Ma era troppo tardi: nel frattempo Henkel aveva raggiunto il ballatoio che correva esterno, a dieci metri di altezza attorno all’edificio. Si infilò nella porta lasciata aperta dalla cinese e si ritrovò in un corridoio semibuio. Lo percorse tutto e, raggiunta un’altra rampa di scale, scese a capofitto, fermandosi davanti a una vetrata. Da lì si scorgeva l’interno dell’hangar, buio e con soltanto un tavolo operatorio al centro.

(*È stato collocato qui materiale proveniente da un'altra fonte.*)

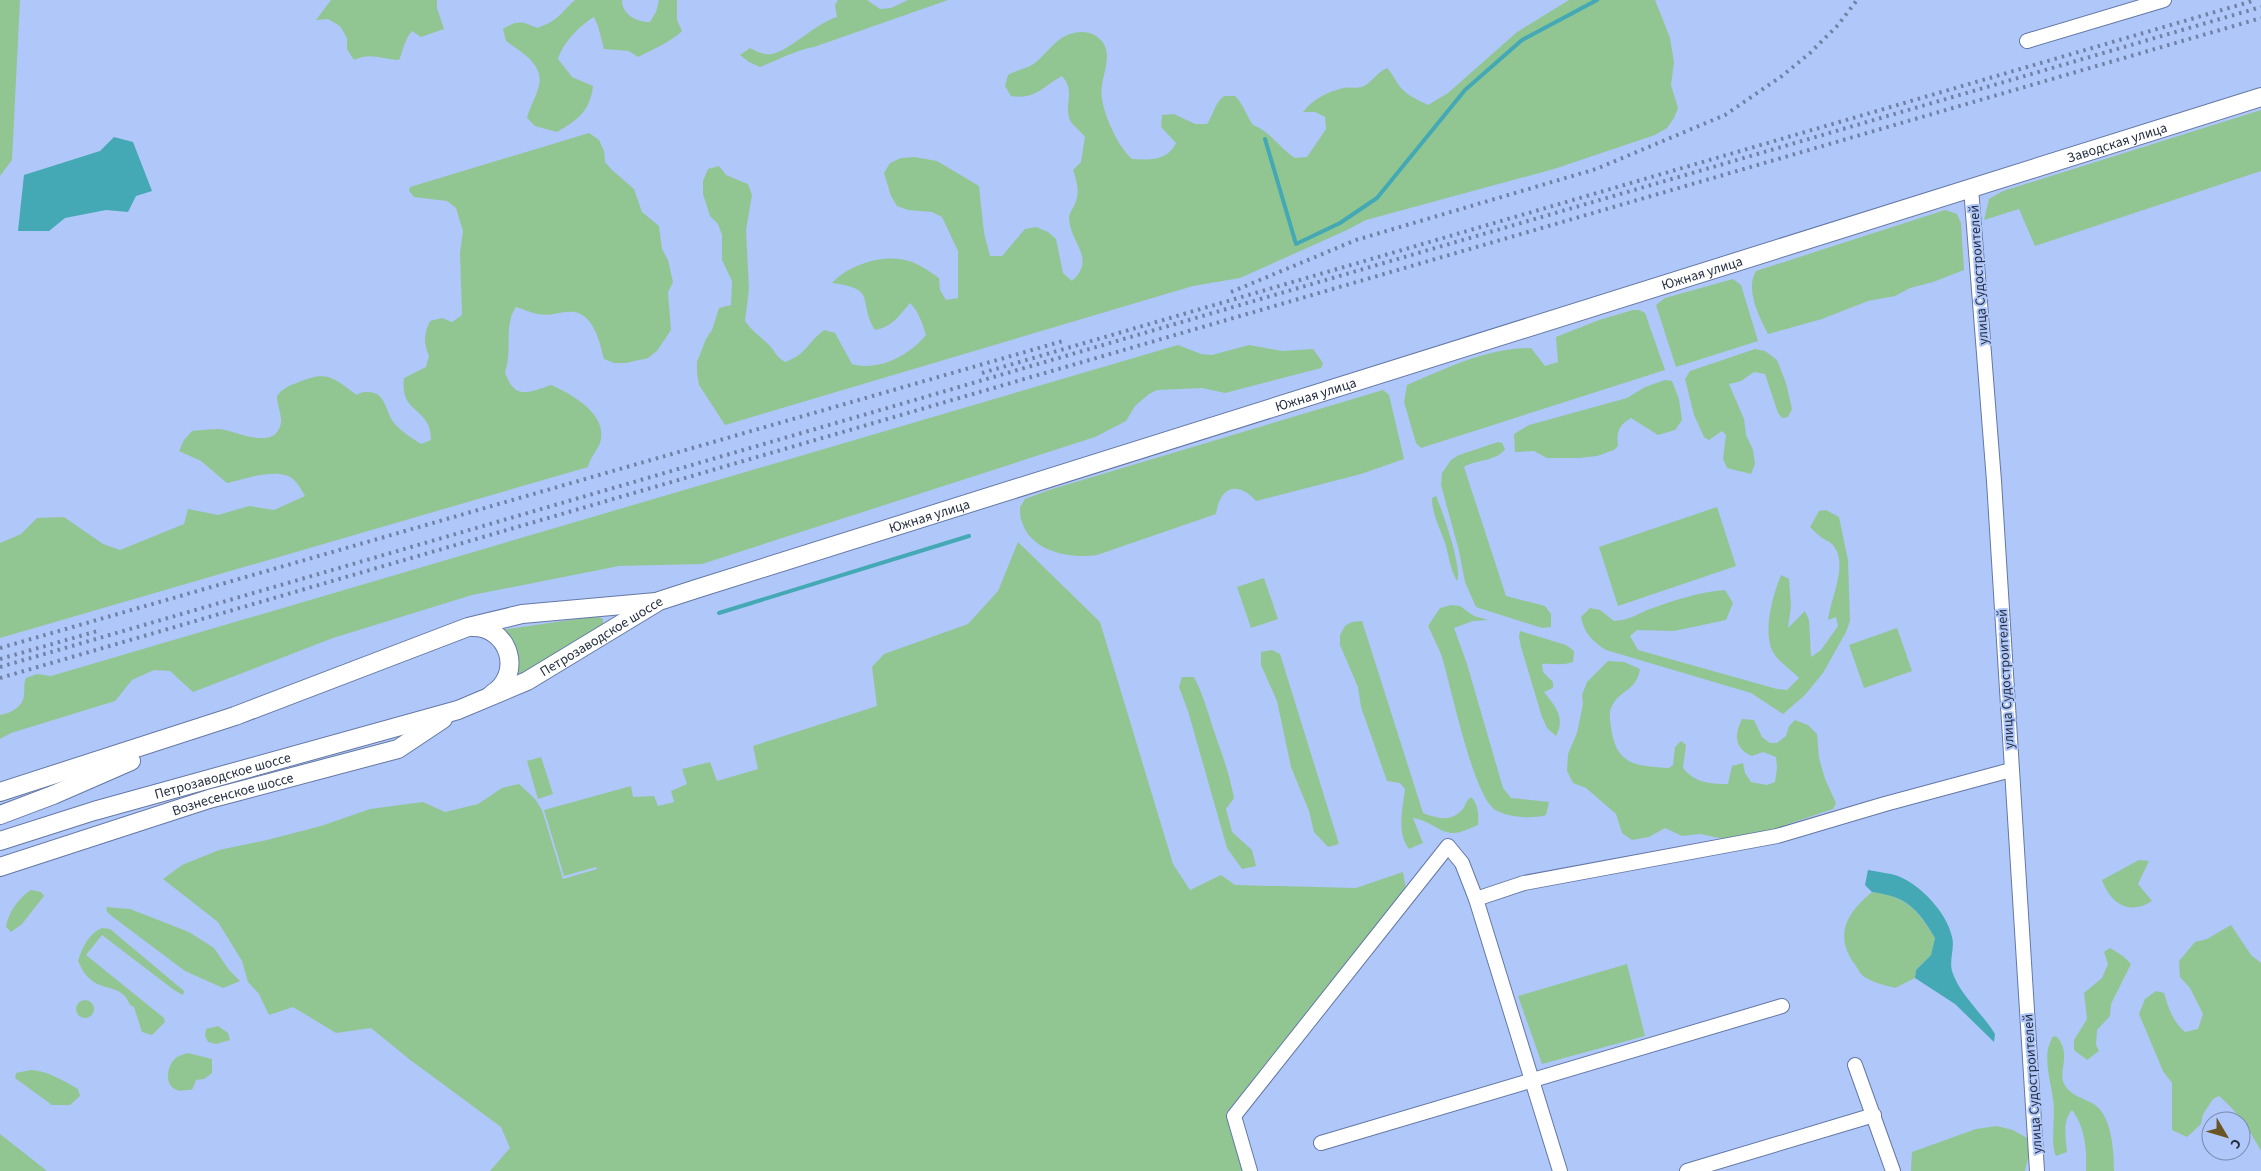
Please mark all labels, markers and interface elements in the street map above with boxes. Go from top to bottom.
street label: Заводская улица [2065,118,2170,168]
street label: улица Судостроителей [1964,204,1994,346]
street label: Южная улица [1659,252,1745,296]
street label: Южная улица [1273,373,1359,417]
street label: Южная улица [886,494,973,539]
street label: Петрозаводское шоссе [536,592,667,682]
street label: улица Судостроителей [1992,608,2020,749]
street label: Петрозаводское шоссе [152,748,293,805]
street label: Вознесенское шоссе [170,768,296,821]
street label: улица Судостроителей [2018,1013,2048,1155]
north arrow [2201,1111,2251,1161]
text: С [2225,1134,2246,1153]

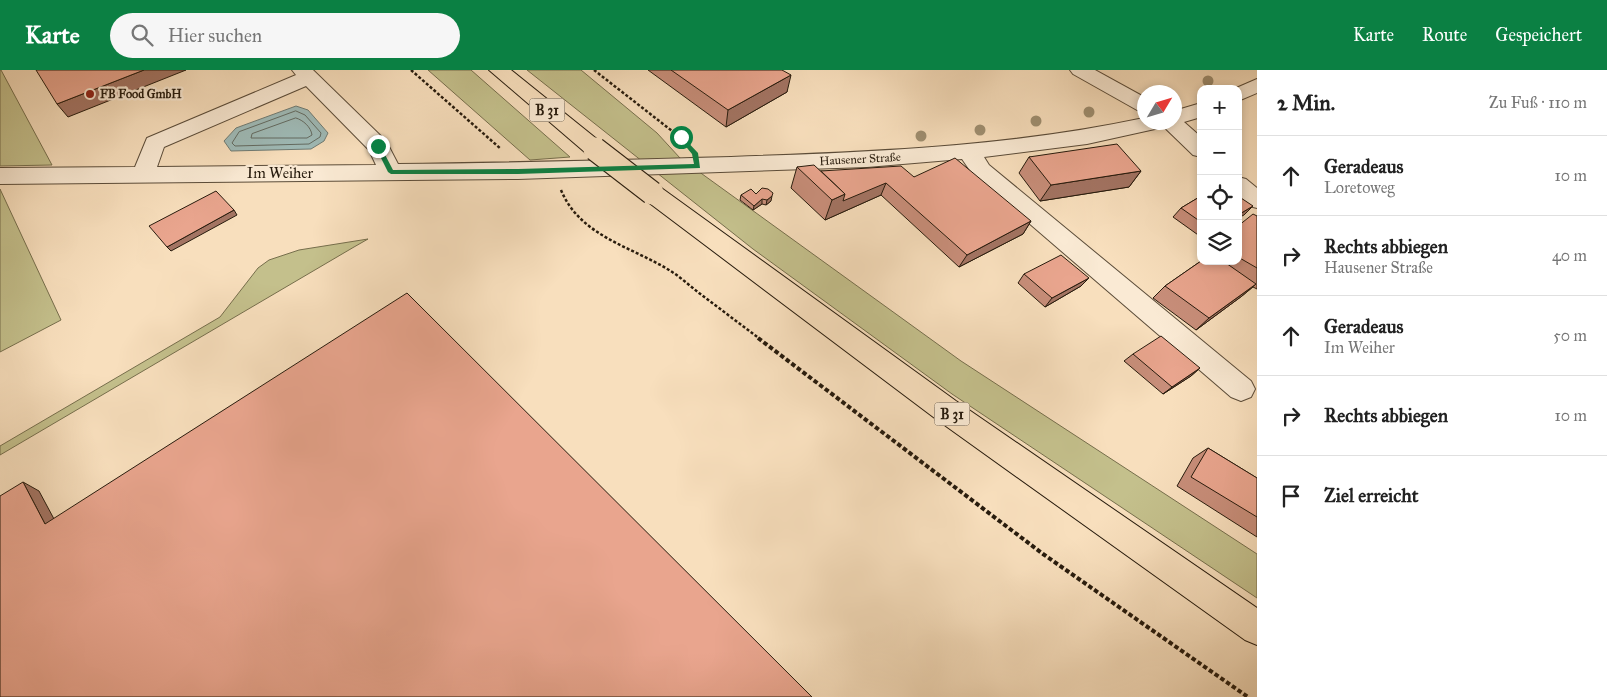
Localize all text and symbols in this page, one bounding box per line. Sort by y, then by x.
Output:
search box [110,13,460,58]
text: Karte [25,20,80,50]
icon: search [128,21,156,49]
text: Hier suchen [168,24,262,47]
text: Karte [1353,24,1394,46]
text: Route [1422,24,1467,46]
text: Gespeichert [1495,24,1582,46]
north arrow [1137,85,1182,130]
map controls [1197,85,1242,265]
button: + [1197,85,1242,130]
place label: FB Food GmbH [100,87,182,101]
marker: FB Food GmbH [84,88,96,100]
text: 2 Min. [1277,90,1335,116]
text: Zu Fuß · 110 m [1489,93,1587,112]
road number: B 31 [530,98,564,122]
route start [670,126,693,149]
button: − [1197,130,1242,175]
route end [367,135,390,158]
street label: Hausener Straße [819,150,901,168]
text: Geradeaus [1324,155,1403,178]
icon: ahead [1277,162,1305,190]
street label: Im Weiher [247,164,314,182]
text: 10 m [1555,166,1587,185]
button: locate [1197,175,1242,220]
text: Loretoweg [1324,178,1395,197]
button: layers [1197,220,1242,265]
text: Rechts abbiegen [1324,235,1448,258]
icon: right [1277,242,1305,270]
text: 40 m [1552,246,1587,265]
text: Hausener Straße [1324,258,1433,277]
text: Geradeaus [1324,315,1403,338]
icon: ahead [1277,322,1305,350]
text: 50 m [1553,326,1587,345]
text: Im Weiher [1324,338,1395,357]
road number: B 31 [934,402,970,426]
icon: right [1277,402,1305,430]
text: Rechts abbiegen [1324,404,1448,427]
text: 10 m [1555,406,1587,425]
icon: arrive [1277,482,1305,510]
text: Ziel erreicht [1324,484,1418,507]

Si immobilizzò per un istante a osservare la scena: alcune ombre si muovevano attorno a Stella ma lei era in piedi. Stringeva un bisturi fra le mani e sembrava stesse minacciando uno dei medici. Solo che c’era un problema: dietro la sua fidanzata, Xiaochen si avvicinava minacciosa con una grossa siringa tra le dita.
Non ci pensò un istante. Imbracciò l’arma e spalancò la porta. «Ferma o sparo!», ingiunse, con il suo inconfondibile accento ceco.